O grupo ganhou importante aliado na semana passada contra o projeto. O líder do governo na Câmara, Arlindo Chinaglia (PT-SP), defendeu a retirada da proposta de pauta para rediscutir os termos do texto, já aprovado pelas comissões. Os ministérios da Justiça, Saúde e Educação já emitiram nota contrária ao projeto. Como mostrou o Congresso em Foco, a bancada do PT na Câmara propõe que a discussão seja reiniciada, com a inclusão dos senadores no debate, por meio da formação de uma comissão mista.
Autor se defende
No entanto, segundo o autor da proposta, Osmar Terra (PMDB-RS), o presidente da Câmara, Henrique Eduardo Alves (PMDB-RN), garantiu aos deputados da comissão especial que analisou o projeto de que ele será votado amanhã. “É um compromisso que ele fez com a gente. Vamos votar. Se precisar, votamos contra o governo. E quem quiser, vota contra o projeto. O que não dá mais é para esperar”, explicou Osmar em entrevista ao Congresso em Foco.

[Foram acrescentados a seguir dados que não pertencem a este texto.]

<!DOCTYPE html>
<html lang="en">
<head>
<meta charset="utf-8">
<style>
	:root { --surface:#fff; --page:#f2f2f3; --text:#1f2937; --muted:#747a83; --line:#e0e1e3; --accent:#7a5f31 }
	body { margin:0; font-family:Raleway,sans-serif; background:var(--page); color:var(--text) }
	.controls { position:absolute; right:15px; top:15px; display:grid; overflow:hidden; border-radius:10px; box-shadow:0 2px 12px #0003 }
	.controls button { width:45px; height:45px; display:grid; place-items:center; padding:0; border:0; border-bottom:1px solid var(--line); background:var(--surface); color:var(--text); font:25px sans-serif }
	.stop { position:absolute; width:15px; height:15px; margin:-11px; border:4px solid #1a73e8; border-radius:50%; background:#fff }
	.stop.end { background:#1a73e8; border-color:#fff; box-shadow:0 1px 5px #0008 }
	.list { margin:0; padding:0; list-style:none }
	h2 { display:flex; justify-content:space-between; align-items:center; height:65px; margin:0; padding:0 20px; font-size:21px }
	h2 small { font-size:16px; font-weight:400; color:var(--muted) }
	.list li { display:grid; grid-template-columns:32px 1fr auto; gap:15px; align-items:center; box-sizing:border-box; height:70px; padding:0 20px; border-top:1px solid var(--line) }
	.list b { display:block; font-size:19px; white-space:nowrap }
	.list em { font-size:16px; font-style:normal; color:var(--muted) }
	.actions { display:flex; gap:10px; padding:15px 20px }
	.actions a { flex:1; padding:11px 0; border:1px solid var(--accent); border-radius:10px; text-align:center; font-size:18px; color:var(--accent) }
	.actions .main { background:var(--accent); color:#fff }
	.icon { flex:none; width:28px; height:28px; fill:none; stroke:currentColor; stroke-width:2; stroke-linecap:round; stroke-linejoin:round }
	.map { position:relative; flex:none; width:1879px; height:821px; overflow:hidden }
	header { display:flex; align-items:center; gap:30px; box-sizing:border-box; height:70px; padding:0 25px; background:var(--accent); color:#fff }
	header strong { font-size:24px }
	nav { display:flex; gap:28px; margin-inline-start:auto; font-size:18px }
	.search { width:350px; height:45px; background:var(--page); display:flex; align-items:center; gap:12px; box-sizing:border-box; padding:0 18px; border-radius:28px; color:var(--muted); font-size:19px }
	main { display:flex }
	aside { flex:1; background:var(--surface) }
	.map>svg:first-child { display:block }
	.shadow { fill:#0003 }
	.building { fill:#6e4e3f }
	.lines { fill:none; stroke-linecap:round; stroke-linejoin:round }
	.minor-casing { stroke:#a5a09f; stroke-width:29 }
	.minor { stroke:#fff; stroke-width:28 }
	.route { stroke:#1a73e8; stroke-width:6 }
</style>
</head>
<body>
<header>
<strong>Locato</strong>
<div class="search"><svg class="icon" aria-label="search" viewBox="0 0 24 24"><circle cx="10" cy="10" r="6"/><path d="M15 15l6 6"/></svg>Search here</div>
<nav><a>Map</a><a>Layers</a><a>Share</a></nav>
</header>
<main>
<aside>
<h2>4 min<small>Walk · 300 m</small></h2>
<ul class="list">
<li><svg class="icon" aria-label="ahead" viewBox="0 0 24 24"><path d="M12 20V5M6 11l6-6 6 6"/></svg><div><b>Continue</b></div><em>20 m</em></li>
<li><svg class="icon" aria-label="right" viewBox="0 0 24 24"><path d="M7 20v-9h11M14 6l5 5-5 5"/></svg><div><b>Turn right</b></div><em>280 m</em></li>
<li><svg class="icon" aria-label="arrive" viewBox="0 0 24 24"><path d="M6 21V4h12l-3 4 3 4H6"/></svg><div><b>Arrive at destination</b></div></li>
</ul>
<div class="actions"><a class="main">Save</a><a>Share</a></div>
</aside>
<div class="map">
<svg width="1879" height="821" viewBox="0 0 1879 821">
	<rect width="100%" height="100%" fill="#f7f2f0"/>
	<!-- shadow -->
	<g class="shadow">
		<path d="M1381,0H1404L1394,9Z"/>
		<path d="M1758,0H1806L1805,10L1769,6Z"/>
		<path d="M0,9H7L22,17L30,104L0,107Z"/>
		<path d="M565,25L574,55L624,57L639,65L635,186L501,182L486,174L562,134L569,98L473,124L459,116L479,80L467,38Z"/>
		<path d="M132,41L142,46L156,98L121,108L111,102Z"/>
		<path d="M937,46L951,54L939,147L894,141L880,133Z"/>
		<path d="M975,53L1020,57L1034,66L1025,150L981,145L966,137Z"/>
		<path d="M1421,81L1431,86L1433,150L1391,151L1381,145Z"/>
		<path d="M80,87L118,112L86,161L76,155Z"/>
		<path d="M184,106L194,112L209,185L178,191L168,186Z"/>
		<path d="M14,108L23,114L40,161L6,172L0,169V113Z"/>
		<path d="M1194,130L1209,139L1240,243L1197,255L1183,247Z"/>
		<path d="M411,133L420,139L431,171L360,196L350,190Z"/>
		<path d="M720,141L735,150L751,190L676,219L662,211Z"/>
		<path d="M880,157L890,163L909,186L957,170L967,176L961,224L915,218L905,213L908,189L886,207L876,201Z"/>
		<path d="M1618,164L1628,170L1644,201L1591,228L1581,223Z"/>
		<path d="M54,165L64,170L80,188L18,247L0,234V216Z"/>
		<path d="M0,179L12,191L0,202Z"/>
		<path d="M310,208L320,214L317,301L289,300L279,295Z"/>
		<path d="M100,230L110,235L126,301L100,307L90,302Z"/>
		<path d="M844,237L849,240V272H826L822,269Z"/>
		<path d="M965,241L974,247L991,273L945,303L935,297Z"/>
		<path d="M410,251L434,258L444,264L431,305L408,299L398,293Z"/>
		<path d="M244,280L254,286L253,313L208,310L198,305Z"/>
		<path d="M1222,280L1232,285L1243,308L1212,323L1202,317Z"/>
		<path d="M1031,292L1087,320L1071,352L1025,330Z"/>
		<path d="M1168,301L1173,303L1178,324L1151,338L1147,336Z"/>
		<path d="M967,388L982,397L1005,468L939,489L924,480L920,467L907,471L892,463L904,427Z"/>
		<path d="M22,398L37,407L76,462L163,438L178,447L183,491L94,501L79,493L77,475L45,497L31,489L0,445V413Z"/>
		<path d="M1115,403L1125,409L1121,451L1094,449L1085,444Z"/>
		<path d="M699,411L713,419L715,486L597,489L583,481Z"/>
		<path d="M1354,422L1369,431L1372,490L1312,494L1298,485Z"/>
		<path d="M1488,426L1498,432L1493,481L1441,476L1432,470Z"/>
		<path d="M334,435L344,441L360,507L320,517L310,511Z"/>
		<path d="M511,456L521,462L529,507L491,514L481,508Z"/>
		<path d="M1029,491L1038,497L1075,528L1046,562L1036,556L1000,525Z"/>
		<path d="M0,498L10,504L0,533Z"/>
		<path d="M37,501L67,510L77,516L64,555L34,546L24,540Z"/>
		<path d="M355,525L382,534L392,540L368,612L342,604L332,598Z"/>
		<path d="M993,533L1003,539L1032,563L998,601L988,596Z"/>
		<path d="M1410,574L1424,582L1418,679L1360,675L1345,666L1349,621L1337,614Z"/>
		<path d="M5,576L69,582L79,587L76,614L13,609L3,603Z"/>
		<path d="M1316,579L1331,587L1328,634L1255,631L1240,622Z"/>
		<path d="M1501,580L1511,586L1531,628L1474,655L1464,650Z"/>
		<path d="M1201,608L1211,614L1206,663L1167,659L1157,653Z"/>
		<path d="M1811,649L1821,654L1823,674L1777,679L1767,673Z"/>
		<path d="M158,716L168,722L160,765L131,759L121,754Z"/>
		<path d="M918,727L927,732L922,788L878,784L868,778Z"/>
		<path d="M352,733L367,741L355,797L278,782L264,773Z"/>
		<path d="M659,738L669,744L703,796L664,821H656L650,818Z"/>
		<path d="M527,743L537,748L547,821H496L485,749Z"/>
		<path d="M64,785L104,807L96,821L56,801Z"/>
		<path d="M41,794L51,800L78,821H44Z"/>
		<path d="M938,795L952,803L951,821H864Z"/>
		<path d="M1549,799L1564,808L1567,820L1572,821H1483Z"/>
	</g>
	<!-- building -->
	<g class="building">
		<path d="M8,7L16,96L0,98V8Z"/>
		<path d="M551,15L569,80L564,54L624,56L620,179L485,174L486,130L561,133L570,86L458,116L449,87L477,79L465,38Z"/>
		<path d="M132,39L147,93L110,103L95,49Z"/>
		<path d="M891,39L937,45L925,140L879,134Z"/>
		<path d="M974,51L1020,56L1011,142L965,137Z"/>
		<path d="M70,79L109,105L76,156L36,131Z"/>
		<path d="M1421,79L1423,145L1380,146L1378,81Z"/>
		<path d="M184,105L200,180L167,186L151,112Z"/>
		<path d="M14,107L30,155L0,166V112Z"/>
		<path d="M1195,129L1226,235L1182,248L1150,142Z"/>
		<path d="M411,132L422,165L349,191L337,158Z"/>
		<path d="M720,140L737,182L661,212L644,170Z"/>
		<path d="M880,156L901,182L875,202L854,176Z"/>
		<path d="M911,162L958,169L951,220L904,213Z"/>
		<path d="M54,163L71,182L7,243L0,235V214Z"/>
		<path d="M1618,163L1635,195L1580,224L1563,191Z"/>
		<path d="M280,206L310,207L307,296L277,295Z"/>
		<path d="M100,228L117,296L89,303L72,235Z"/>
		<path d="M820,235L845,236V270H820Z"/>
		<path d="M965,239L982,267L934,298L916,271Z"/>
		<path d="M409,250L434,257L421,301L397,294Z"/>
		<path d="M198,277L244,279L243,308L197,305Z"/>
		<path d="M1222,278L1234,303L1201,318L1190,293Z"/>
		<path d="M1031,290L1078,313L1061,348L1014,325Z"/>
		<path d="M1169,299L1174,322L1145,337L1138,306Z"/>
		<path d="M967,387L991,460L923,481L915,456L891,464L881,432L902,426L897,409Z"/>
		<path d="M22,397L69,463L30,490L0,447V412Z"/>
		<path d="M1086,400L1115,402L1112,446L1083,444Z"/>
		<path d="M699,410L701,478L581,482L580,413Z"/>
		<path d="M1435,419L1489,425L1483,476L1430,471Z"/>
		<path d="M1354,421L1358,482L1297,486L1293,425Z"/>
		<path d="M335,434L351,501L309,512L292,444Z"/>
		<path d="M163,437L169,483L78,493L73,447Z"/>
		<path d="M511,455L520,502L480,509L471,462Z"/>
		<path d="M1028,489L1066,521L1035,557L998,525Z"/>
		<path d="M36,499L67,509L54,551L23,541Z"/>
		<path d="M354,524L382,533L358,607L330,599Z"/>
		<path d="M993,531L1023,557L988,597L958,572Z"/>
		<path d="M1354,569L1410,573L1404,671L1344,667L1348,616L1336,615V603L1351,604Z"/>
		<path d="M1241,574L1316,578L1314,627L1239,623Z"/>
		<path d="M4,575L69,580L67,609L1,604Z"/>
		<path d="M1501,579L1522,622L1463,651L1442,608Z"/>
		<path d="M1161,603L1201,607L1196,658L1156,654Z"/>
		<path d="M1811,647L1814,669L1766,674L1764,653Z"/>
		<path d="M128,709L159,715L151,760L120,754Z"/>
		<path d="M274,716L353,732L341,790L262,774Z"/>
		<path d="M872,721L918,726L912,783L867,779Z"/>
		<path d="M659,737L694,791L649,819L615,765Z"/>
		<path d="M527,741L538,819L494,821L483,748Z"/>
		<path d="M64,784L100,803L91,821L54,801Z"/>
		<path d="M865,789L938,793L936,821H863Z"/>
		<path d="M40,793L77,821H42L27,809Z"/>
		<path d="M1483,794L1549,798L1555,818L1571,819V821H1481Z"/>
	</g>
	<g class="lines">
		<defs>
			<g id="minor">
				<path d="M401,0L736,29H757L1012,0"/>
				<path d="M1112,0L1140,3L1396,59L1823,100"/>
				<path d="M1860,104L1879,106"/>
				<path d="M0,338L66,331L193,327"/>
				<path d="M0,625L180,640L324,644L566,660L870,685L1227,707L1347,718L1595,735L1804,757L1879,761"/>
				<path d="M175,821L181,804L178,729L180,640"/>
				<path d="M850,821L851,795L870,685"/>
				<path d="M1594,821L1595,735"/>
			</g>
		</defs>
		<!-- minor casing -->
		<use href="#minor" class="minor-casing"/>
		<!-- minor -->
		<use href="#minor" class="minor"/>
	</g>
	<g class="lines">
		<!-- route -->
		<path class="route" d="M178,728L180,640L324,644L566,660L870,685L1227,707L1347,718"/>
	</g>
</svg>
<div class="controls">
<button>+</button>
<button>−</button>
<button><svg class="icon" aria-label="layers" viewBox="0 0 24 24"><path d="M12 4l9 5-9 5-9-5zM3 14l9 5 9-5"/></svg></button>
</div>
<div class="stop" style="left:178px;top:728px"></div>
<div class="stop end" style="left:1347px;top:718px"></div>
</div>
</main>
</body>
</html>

O deputado diz ver com naturalidade as críticas à sua proposta. Mas ressalta que o número de pessoas e entidades que apoiam o seu projeto de lei supera o de críticos. “Já passou do tempo de votarmos o projeto. Discutimos ele durante três anos na comissão. Todo mundo que quis falar sobre ele já falou. Se tem gente que critica, tem mais ainda quem apoie o projeto. Sempre vai ser assim”, disse. Para o peemedebista, a internação involuntária é um passo importante para um combate mais eficaz às drogas, porque evitaria tratamentos de urgência, “pois tratará a pessoa que já perdeu tudo, que já ameaça a família e não tem outra solução”, diz.